(Data records)
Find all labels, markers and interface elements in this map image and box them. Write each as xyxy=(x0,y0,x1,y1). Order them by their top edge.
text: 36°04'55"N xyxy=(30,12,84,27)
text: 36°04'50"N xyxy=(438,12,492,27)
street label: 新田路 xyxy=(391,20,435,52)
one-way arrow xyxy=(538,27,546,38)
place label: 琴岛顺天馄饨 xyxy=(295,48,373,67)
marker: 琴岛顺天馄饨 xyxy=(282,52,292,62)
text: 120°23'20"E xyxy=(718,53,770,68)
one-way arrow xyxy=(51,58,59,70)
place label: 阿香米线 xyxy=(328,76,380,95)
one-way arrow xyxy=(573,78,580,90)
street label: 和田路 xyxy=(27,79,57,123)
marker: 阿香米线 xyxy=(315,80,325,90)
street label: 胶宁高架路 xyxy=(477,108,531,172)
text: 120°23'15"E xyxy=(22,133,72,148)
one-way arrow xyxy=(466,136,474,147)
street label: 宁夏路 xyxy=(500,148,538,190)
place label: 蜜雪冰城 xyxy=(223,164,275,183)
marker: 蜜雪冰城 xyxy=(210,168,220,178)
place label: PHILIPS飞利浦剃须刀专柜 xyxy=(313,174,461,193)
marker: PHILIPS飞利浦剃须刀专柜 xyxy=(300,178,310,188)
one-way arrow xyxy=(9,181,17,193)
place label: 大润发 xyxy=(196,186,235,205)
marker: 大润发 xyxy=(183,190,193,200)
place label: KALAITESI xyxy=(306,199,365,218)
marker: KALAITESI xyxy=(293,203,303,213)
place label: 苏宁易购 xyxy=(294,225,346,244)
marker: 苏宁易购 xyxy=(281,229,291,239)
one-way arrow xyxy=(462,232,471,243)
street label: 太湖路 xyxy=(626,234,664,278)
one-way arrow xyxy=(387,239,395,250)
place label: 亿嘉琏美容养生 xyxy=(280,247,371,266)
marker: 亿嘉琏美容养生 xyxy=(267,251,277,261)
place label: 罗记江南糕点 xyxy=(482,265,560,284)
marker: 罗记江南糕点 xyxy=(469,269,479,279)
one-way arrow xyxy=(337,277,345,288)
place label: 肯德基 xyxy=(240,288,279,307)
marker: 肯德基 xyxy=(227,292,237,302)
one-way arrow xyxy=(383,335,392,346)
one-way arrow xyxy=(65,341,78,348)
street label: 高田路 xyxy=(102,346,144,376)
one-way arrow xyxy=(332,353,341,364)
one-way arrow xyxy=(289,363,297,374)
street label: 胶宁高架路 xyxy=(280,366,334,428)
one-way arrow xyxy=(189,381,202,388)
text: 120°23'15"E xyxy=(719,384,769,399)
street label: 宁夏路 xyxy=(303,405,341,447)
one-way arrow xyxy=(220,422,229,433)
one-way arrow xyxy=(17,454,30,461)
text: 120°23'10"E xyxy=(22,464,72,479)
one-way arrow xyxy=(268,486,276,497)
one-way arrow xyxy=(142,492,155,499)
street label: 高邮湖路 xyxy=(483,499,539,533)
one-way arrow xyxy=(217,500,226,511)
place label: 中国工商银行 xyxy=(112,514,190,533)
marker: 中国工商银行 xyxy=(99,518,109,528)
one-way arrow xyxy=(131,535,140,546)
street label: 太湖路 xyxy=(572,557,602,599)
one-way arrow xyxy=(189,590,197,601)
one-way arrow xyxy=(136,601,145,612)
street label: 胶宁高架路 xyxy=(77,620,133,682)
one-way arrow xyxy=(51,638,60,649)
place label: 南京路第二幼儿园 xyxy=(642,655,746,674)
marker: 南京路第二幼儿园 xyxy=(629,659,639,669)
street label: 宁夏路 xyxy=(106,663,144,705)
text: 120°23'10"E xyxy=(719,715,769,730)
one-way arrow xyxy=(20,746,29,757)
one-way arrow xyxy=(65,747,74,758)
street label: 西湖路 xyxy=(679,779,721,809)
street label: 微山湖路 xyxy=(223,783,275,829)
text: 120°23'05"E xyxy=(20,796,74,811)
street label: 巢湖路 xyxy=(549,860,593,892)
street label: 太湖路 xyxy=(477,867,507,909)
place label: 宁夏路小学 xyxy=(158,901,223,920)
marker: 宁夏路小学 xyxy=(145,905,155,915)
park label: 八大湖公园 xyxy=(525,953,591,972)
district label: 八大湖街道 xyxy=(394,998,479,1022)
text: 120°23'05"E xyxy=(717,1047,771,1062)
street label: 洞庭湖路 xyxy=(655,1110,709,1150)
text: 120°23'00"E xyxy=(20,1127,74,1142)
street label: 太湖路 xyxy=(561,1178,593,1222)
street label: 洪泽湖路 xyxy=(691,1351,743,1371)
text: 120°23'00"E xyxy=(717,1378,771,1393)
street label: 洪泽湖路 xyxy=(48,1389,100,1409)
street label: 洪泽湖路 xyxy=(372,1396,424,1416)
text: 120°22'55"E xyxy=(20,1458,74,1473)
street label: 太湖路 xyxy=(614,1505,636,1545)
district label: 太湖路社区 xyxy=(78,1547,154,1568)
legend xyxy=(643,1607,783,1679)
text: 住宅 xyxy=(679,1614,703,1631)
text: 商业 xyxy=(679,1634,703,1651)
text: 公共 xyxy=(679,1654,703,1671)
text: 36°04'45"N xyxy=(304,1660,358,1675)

Work to complete
Make an exact copy of the data above.

Written reply
Find all labels, markers and interface elements in this map image and box them. Write each as xyxy=(x0,y0,x1,y1). Order them by their top edge.
text: 36°04'55"N xyxy=(30,12,84,27)
text: 36°04'50"N xyxy=(438,12,492,27)
street label: 新田路 xyxy=(391,20,435,52)
one-way arrow xyxy=(538,27,546,38)
place label: 琴岛顺天馄饨 xyxy=(295,48,373,67)
marker: 琴岛顺天馄饨 xyxy=(282,52,292,62)
text: 120°23'20"E xyxy=(718,53,770,68)
one-way arrow xyxy=(51,58,59,70)
place label: 阿香米线 xyxy=(328,76,380,95)
one-way arrow xyxy=(573,78,580,90)
street label: 和田路 xyxy=(27,79,57,123)
marker: 阿香米线 xyxy=(315,80,325,90)
street label: 胶宁高架路 xyxy=(477,108,531,172)
text: 120°23'15"E xyxy=(22,133,72,148)
one-way arrow xyxy=(466,136,474,147)
street label: 宁夏路 xyxy=(500,148,538,190)
place label: 蜜雪冰城 xyxy=(223,164,275,183)
marker: 蜜雪冰城 xyxy=(210,168,220,178)
place label: PHILIPS飞利浦剃须刀专柜 xyxy=(313,174,461,193)
marker: PHILIPS飞利浦剃须刀专柜 xyxy=(300,178,310,188)
one-way arrow xyxy=(9,181,17,193)
place label: 大润发 xyxy=(196,186,235,205)
marker: 大润发 xyxy=(183,190,193,200)
place label: KALAITESI xyxy=(306,199,365,218)
marker: KALAITESI xyxy=(293,203,303,213)
place label: 苏宁易购 xyxy=(294,225,346,244)
marker: 苏宁易购 xyxy=(281,229,291,239)
one-way arrow xyxy=(462,232,471,243)
street label: 太湖路 xyxy=(626,234,664,278)
one-way arrow xyxy=(387,239,395,250)
place label: 亿嘉琏美容养生 xyxy=(280,247,371,266)
marker: 亿嘉琏美容养生 xyxy=(267,251,277,261)
place label: 罗记江南糕点 xyxy=(482,265,560,284)
marker: 罗记江南糕点 xyxy=(469,269,479,279)
one-way arrow xyxy=(337,277,345,288)
place label: 肯德基 xyxy=(240,288,279,307)
marker: 肯德基 xyxy=(227,292,237,302)
one-way arrow xyxy=(383,335,392,346)
one-way arrow xyxy=(65,341,78,348)
street label: 高田路 xyxy=(102,346,144,376)
one-way arrow xyxy=(332,353,341,364)
one-way arrow xyxy=(289,363,297,374)
street label: 胶宁高架路 xyxy=(280,366,334,428)
one-way arrow xyxy=(189,381,202,388)
text: 120°23'15"E xyxy=(719,384,769,399)
street label: 宁夏路 xyxy=(303,405,341,447)
one-way arrow xyxy=(220,422,229,433)
one-way arrow xyxy=(17,454,30,461)
text: 120°23'10"E xyxy=(22,464,72,479)
one-way arrow xyxy=(268,486,276,497)
one-way arrow xyxy=(142,492,155,499)
street label: 高邮湖路 xyxy=(483,499,539,533)
one-way arrow xyxy=(217,500,226,511)
place label: 中国工商银行 xyxy=(112,514,190,533)
marker: 中国工商银行 xyxy=(99,518,109,528)
one-way arrow xyxy=(131,535,140,546)
street label: 太湖路 xyxy=(572,557,602,599)
one-way arrow xyxy=(189,590,197,601)
one-way arrow xyxy=(136,601,145,612)
street label: 胶宁高架路 xyxy=(77,620,133,682)
one-way arrow xyxy=(51,638,60,649)
place label: 南京路第二幼儿园 xyxy=(642,655,746,674)
marker: 南京路第二幼儿园 xyxy=(629,659,639,669)
street label: 宁夏路 xyxy=(106,663,144,705)
text: 120°23'10"E xyxy=(719,715,769,730)
one-way arrow xyxy=(20,746,29,757)
one-way arrow xyxy=(65,747,74,758)
street label: 西湖路 xyxy=(679,779,721,809)
street label: 微山湖路 xyxy=(223,783,275,829)
text: 120°23'05"E xyxy=(20,796,74,811)
street label: 巢湖路 xyxy=(549,860,593,892)
street label: 太湖路 xyxy=(477,867,507,909)
place label: 宁夏路小学 xyxy=(158,901,223,920)
marker: 宁夏路小学 xyxy=(145,905,155,915)
park label: 八大湖公园 xyxy=(525,953,591,972)
district label: 八大湖街道 xyxy=(394,998,479,1022)
text: 120°23'05"E xyxy=(717,1047,771,1062)
street label: 洞庭湖路 xyxy=(655,1110,709,1150)
text: 120°23'00"E xyxy=(20,1127,74,1142)
street label: 太湖路 xyxy=(561,1178,593,1222)
street label: 洪泽湖路 xyxy=(691,1351,743,1371)
text: 120°23'00"E xyxy=(717,1378,771,1393)
street label: 洪泽湖路 xyxy=(48,1389,100,1409)
street label: 洪泽湖路 xyxy=(372,1396,424,1416)
text: 120°22'55"E xyxy=(20,1458,74,1473)
street label: 太湖路 xyxy=(614,1505,636,1545)
district label: 太湖路社区 xyxy=(78,1547,154,1568)
legend xyxy=(643,1607,783,1679)
text: 住宅 xyxy=(679,1614,703,1631)
text: 商业 xyxy=(679,1634,703,1651)
text: 公共 xyxy=(679,1654,703,1671)
text: 36°04'45"N xyxy=(304,1660,358,1675)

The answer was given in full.